What you are asked to do →
Your answer should hold each line of the material that contains the word "they".

Entries provided →
>>
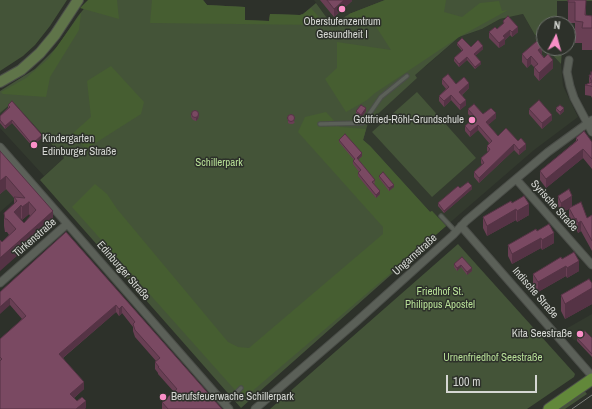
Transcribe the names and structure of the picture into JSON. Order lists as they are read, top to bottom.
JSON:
<<
>>
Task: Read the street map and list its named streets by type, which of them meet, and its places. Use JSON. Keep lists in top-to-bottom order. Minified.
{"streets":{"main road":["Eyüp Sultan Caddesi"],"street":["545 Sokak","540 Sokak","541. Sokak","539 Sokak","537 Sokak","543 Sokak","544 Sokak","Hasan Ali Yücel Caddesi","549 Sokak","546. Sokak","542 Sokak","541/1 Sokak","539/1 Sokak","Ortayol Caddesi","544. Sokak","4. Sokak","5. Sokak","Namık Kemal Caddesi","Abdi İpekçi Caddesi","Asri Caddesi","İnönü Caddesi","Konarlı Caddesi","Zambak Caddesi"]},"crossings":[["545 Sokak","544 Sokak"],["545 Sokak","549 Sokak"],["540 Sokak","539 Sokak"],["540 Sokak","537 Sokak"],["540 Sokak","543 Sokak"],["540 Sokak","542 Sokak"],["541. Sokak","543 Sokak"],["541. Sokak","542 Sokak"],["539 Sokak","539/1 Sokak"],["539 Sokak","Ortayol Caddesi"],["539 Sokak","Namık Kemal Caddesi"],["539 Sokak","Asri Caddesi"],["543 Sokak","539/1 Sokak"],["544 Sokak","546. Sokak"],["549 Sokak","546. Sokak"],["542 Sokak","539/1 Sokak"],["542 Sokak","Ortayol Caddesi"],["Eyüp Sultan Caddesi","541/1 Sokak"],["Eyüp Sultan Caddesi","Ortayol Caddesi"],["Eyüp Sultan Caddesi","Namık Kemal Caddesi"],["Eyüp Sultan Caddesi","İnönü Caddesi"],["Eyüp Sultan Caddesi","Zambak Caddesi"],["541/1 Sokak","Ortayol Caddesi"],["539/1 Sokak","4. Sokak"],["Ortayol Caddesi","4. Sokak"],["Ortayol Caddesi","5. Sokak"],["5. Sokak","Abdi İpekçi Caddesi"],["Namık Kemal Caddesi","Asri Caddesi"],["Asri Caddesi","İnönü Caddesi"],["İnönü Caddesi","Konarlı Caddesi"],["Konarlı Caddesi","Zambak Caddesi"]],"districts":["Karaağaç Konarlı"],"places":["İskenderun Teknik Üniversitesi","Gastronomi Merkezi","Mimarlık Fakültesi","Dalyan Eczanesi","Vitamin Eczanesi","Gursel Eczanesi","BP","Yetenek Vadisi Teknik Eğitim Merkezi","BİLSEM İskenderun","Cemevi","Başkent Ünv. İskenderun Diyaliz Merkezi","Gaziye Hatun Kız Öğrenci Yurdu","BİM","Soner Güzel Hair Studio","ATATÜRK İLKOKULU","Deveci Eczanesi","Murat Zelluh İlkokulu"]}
<<
>>
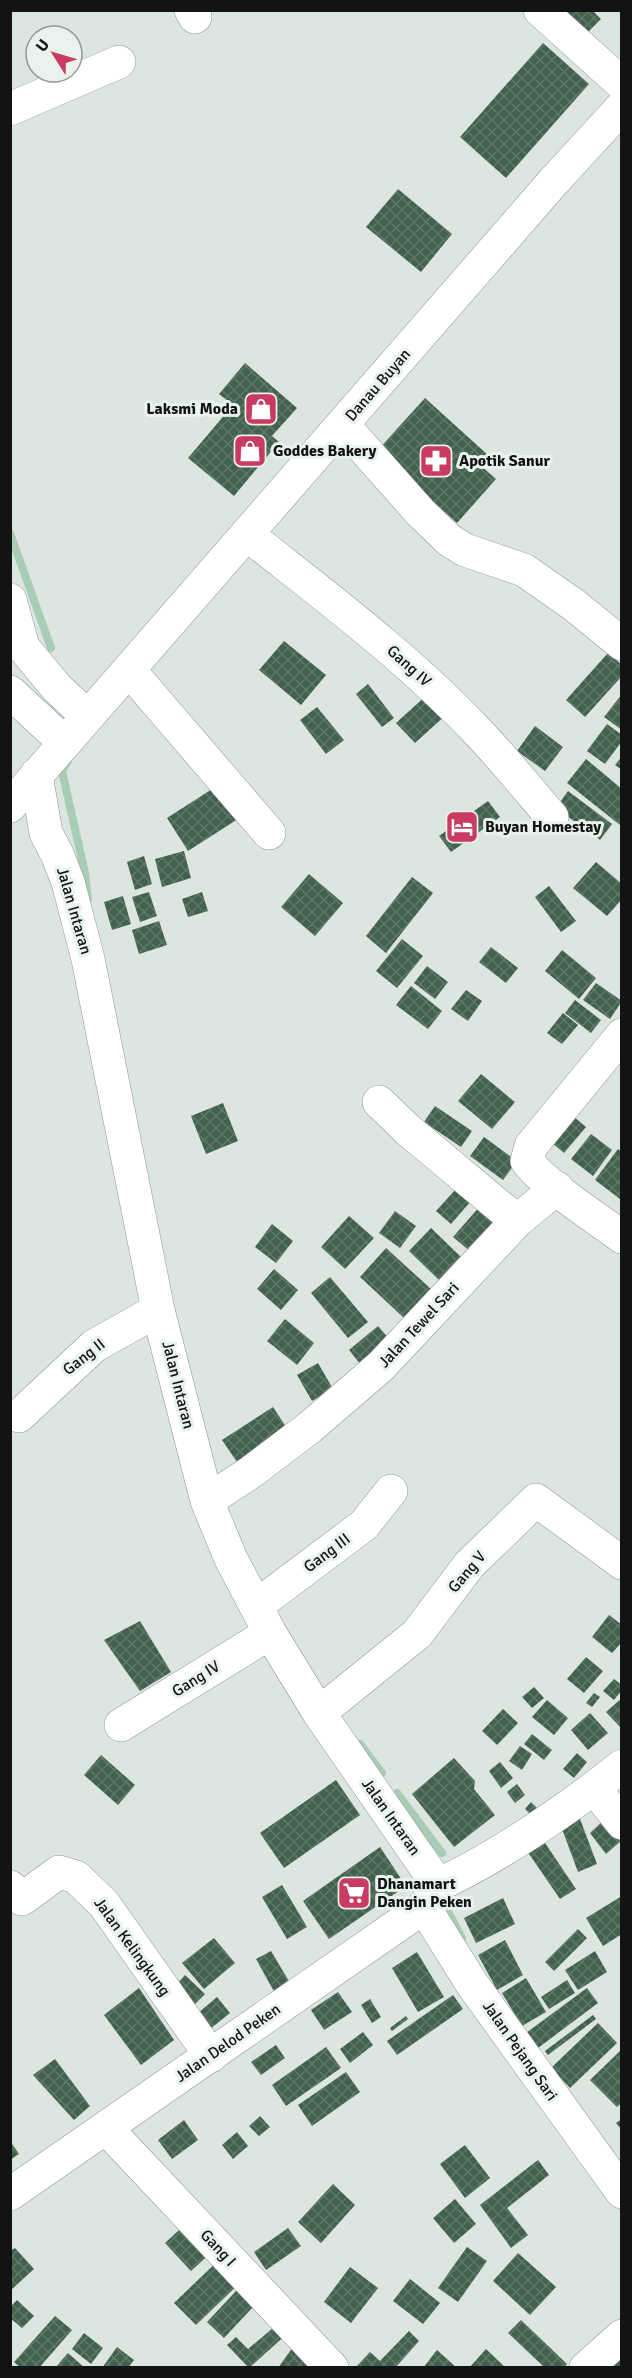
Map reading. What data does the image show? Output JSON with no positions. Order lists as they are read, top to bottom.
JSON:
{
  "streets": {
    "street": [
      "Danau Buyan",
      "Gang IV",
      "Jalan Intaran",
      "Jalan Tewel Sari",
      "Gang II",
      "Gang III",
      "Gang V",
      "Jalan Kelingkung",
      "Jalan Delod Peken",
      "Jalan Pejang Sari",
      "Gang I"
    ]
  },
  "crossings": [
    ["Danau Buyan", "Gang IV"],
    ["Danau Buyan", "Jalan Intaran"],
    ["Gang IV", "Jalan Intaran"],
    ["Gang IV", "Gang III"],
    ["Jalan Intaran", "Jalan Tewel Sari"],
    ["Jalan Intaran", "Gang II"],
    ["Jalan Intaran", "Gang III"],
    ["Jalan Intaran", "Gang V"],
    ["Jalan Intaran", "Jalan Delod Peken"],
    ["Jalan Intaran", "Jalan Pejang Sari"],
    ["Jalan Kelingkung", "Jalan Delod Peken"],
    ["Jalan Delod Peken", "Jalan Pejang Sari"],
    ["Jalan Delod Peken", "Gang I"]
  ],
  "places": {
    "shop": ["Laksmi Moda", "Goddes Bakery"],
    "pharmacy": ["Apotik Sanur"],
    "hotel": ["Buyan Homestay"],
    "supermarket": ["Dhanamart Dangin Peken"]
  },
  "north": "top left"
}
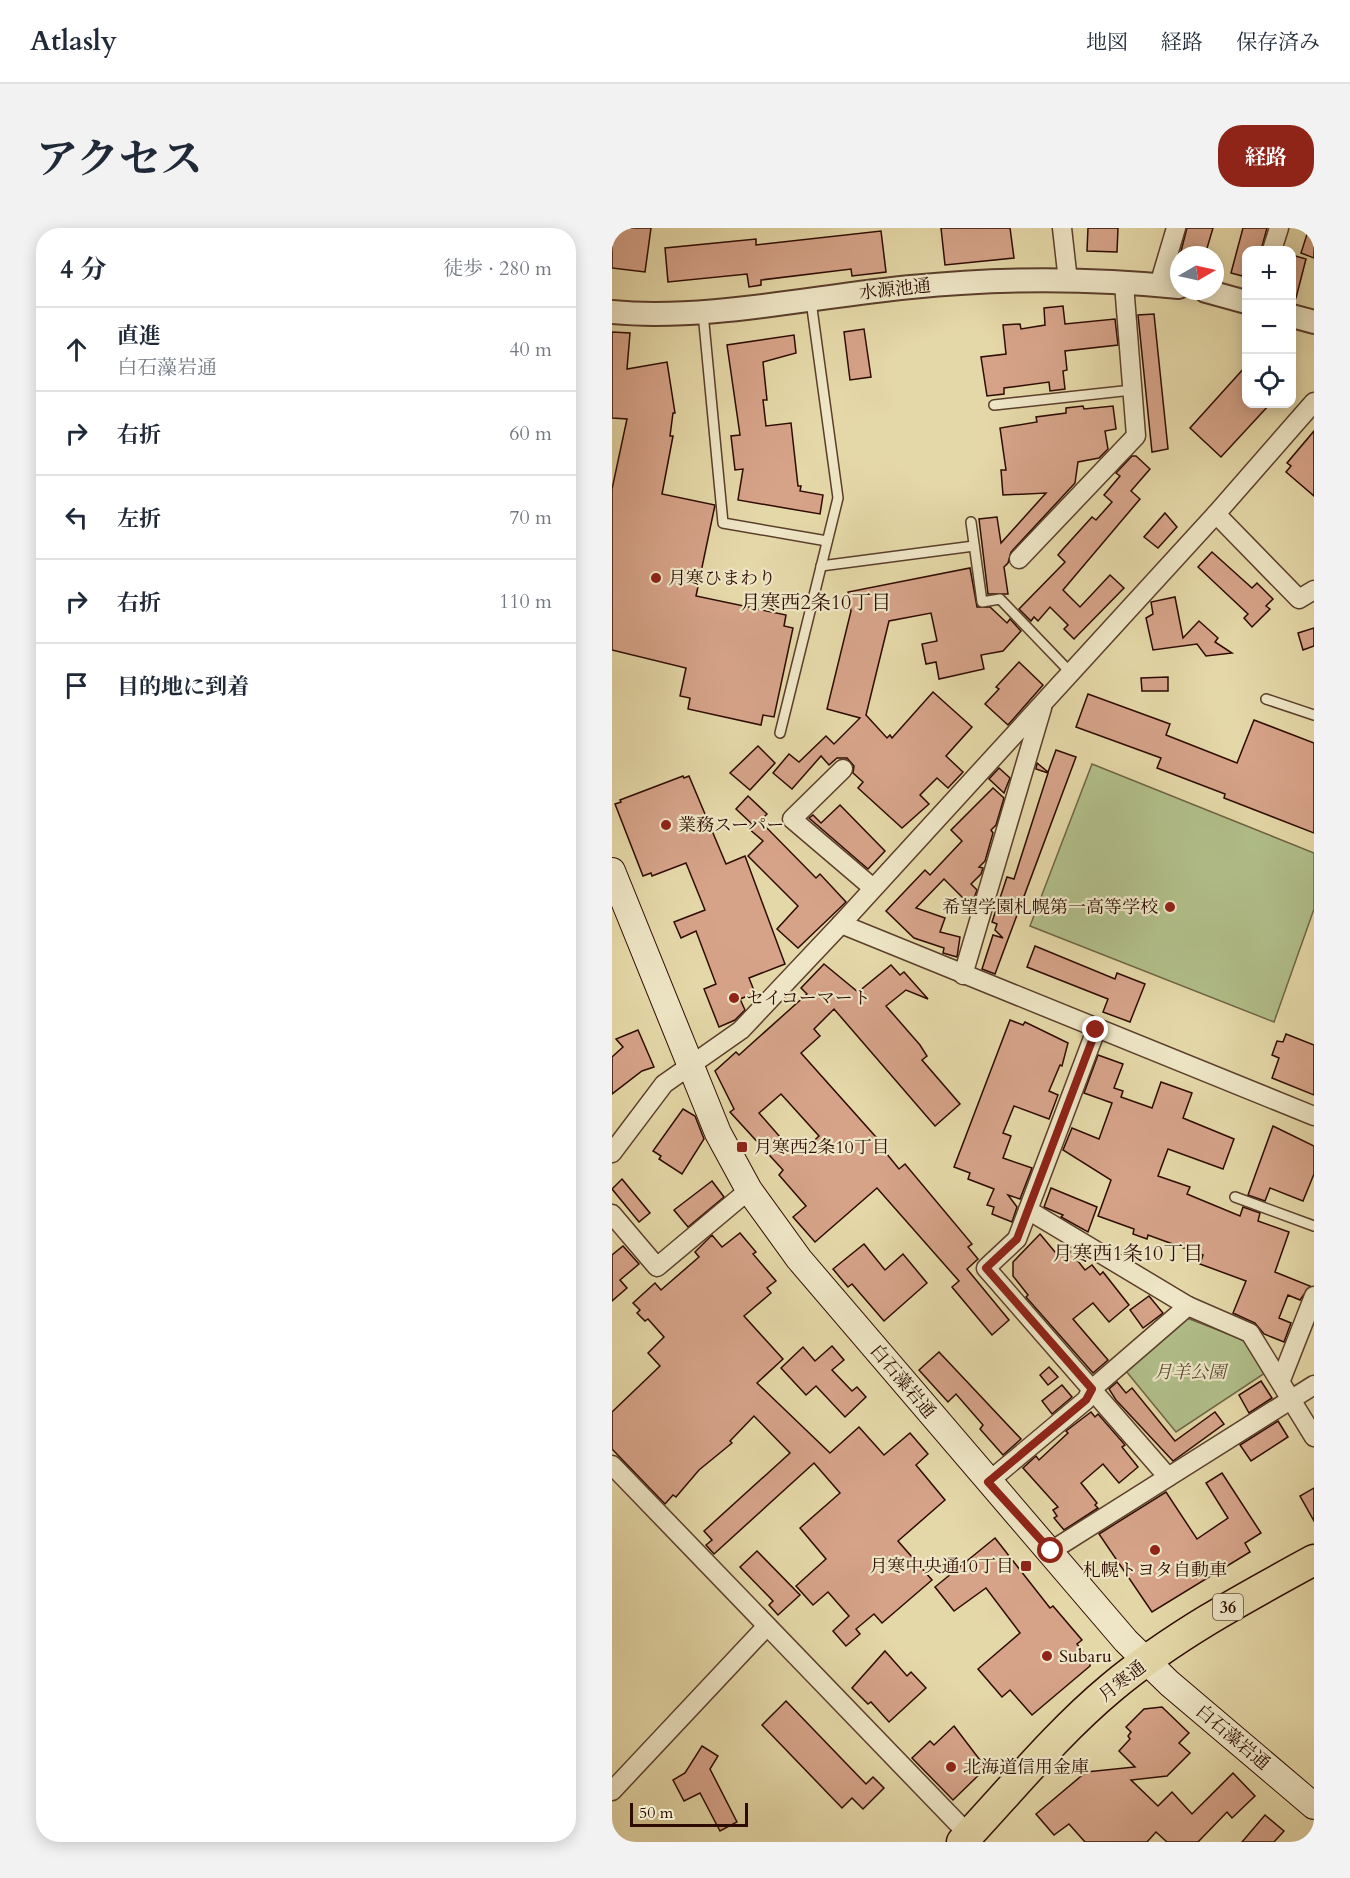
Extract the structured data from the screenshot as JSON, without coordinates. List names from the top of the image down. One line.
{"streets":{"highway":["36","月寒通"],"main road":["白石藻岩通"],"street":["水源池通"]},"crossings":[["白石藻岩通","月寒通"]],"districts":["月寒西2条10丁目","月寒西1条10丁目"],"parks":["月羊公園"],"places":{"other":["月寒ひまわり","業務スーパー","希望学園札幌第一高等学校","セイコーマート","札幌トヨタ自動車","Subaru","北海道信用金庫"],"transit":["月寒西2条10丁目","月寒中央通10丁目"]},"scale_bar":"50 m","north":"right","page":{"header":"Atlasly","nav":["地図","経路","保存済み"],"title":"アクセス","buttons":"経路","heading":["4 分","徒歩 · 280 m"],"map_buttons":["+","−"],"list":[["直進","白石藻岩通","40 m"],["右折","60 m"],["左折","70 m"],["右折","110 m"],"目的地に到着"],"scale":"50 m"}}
<<
Output below →
Transcribe the names and structure of the picture into JSON. Order lists as they are read, top to bottom.
Map reading. What data does the image show? Output JSON with no positions. Order lists as they are read, top to bottom.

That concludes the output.